Collected data:

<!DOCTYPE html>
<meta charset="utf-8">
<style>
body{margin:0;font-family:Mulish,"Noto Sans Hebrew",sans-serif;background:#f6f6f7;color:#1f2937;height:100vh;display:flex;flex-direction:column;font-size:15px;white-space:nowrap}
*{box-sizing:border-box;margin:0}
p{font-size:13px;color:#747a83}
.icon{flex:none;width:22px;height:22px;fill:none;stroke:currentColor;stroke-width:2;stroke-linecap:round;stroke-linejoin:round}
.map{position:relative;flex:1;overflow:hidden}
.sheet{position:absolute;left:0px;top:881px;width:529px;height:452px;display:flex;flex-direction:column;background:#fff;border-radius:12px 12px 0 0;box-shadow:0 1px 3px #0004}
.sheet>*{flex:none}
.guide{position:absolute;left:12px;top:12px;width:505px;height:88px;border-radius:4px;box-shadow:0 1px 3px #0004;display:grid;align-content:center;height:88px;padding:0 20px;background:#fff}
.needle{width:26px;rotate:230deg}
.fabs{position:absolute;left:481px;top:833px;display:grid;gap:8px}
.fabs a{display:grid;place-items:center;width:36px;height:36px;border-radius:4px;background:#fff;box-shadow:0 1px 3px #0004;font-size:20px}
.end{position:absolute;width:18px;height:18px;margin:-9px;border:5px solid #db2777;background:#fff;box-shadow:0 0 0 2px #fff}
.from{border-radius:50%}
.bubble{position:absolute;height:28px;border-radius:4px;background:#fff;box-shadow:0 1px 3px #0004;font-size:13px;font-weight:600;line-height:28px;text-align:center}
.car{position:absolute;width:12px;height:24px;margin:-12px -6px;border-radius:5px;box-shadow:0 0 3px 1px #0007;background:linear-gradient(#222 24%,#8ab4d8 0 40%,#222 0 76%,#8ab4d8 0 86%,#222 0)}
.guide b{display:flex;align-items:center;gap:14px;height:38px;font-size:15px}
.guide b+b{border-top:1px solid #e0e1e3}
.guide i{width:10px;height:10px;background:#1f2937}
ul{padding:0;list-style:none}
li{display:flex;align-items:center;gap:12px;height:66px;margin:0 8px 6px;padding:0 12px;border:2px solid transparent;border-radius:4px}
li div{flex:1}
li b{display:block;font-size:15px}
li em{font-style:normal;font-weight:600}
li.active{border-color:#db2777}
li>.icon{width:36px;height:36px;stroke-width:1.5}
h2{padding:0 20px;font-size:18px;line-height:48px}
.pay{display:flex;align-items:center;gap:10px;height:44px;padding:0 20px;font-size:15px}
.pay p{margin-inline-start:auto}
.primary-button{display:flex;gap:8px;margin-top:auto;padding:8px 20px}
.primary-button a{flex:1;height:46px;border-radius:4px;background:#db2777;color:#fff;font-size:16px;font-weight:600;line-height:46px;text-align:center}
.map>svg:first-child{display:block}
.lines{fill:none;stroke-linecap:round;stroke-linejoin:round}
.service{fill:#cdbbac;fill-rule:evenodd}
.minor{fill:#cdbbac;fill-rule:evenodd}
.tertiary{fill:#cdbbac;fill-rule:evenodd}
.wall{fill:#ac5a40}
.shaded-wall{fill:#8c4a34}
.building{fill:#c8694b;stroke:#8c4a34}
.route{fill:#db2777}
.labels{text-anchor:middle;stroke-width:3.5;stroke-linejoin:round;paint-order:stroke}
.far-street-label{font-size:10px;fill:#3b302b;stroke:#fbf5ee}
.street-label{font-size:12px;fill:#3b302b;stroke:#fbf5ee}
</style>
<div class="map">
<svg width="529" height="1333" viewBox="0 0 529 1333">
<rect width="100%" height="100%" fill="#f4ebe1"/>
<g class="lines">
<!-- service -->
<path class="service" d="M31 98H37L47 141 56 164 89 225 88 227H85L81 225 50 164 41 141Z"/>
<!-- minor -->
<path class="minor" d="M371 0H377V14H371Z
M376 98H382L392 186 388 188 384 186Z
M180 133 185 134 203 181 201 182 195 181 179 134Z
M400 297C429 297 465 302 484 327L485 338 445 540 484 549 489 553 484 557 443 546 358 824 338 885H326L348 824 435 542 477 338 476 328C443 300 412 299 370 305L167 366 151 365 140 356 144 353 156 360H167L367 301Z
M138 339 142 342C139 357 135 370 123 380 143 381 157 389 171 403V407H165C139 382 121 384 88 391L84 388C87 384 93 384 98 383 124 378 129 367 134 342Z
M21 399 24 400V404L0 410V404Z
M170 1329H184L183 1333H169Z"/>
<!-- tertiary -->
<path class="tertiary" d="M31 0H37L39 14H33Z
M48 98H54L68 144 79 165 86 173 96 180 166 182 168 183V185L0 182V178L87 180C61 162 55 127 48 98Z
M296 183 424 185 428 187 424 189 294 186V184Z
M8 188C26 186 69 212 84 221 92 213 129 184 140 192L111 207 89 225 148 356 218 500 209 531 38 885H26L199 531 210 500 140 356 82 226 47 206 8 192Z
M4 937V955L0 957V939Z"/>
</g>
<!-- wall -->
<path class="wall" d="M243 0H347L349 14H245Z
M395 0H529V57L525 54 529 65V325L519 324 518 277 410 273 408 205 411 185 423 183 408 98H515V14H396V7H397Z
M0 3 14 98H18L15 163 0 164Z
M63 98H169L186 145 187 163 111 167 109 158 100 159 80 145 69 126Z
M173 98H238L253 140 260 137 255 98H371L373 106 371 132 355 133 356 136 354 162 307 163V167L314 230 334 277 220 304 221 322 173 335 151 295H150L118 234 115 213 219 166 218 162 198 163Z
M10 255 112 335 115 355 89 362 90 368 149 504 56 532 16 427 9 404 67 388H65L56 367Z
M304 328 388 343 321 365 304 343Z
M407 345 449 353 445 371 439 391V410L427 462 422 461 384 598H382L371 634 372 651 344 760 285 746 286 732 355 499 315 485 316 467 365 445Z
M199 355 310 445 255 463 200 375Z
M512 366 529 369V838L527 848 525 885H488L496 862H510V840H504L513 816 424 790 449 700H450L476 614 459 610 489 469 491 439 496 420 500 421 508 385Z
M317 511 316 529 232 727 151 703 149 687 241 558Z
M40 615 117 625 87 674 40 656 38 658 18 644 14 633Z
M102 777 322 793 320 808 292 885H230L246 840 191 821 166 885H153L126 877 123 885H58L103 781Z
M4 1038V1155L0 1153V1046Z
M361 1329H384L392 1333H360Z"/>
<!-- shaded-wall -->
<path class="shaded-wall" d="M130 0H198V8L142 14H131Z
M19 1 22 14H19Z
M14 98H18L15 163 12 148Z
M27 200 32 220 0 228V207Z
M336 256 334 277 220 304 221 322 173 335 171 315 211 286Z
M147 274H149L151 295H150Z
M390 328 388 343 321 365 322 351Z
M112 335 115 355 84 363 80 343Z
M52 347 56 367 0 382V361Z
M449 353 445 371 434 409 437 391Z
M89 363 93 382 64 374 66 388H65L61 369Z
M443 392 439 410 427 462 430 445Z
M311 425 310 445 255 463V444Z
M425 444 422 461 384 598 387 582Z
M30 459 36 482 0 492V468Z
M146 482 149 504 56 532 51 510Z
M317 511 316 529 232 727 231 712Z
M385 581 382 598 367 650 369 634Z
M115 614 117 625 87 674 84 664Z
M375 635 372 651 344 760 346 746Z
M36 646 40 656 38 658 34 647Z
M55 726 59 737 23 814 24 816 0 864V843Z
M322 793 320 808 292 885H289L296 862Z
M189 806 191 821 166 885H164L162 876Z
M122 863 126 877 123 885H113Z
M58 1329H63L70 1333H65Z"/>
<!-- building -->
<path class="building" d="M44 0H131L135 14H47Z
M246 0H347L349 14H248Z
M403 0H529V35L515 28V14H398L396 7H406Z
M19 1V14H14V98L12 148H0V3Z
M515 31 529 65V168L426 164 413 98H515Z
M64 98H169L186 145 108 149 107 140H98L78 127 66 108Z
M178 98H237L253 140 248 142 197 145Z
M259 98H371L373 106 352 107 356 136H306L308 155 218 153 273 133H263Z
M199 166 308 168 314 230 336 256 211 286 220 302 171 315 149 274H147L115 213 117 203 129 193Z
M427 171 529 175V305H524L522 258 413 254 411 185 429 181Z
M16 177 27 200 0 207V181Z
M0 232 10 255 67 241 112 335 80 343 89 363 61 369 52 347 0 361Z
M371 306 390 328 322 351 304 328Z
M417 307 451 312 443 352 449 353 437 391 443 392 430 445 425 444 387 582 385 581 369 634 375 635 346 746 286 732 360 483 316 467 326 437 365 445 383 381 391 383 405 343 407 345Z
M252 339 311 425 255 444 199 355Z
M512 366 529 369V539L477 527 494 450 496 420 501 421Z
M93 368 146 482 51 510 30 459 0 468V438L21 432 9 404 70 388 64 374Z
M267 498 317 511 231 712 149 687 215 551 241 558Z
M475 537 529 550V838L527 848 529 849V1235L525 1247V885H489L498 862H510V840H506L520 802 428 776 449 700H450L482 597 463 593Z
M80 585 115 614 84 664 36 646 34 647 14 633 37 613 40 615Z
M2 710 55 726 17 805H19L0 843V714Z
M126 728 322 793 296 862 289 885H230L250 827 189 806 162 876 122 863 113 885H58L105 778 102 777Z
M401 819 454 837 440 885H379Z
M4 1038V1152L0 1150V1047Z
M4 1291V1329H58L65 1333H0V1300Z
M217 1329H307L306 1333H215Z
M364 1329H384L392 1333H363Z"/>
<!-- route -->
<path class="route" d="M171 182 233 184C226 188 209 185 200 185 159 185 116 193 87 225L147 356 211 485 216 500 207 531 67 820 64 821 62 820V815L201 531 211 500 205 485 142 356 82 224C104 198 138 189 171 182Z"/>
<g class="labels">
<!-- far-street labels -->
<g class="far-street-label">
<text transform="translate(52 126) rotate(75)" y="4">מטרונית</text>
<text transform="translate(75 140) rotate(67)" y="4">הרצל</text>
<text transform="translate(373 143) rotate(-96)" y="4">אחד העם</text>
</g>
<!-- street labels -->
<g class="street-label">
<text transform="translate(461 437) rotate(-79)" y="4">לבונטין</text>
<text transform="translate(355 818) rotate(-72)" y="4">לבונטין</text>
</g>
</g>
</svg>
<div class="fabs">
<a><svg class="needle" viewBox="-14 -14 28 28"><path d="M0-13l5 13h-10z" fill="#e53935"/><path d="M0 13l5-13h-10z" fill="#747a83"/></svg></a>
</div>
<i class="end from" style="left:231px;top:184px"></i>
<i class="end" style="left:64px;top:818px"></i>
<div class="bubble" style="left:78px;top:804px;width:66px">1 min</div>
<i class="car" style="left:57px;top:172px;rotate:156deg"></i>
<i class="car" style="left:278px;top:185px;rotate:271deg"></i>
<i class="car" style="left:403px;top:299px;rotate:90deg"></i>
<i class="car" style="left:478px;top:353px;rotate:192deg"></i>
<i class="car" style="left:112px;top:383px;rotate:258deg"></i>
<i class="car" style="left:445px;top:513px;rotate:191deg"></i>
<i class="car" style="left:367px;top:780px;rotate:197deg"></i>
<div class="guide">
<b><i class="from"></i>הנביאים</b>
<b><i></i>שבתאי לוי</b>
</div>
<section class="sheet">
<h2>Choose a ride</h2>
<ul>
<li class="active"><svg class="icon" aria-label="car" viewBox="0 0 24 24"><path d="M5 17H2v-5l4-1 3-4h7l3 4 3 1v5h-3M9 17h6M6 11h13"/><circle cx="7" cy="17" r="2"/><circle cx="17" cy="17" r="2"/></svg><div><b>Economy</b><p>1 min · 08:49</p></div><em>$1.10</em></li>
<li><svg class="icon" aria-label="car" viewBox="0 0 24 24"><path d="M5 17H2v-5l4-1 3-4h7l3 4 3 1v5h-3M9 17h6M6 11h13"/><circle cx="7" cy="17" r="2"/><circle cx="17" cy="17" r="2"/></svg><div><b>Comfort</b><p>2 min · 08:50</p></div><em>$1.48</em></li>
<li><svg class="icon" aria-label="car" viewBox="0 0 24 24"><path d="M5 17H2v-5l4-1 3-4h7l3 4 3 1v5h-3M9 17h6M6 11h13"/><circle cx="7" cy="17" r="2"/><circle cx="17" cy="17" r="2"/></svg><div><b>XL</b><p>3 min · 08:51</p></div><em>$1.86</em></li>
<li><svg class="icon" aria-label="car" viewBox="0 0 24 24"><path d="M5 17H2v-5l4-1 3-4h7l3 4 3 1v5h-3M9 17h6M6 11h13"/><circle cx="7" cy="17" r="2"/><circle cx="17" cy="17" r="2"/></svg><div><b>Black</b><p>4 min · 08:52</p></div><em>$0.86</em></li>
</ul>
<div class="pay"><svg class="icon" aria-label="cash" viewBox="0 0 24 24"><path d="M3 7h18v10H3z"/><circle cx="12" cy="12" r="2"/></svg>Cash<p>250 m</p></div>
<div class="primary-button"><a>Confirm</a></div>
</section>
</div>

_Activity_
Copy out, in full, each line above that has the word "primary" in it.

_Solution to the exercise_
.primary-button{display:flex;gap:8px;margin-top:auto;padding:8px 20px}
.primary-button a{flex:1;height:46px;border-radius:4px;background:#db2777;color:#fff;font-size:16px;font-weight:600;line-height:46px;text-align:center}
<div class="primary-button"><a>Confirm</a></div>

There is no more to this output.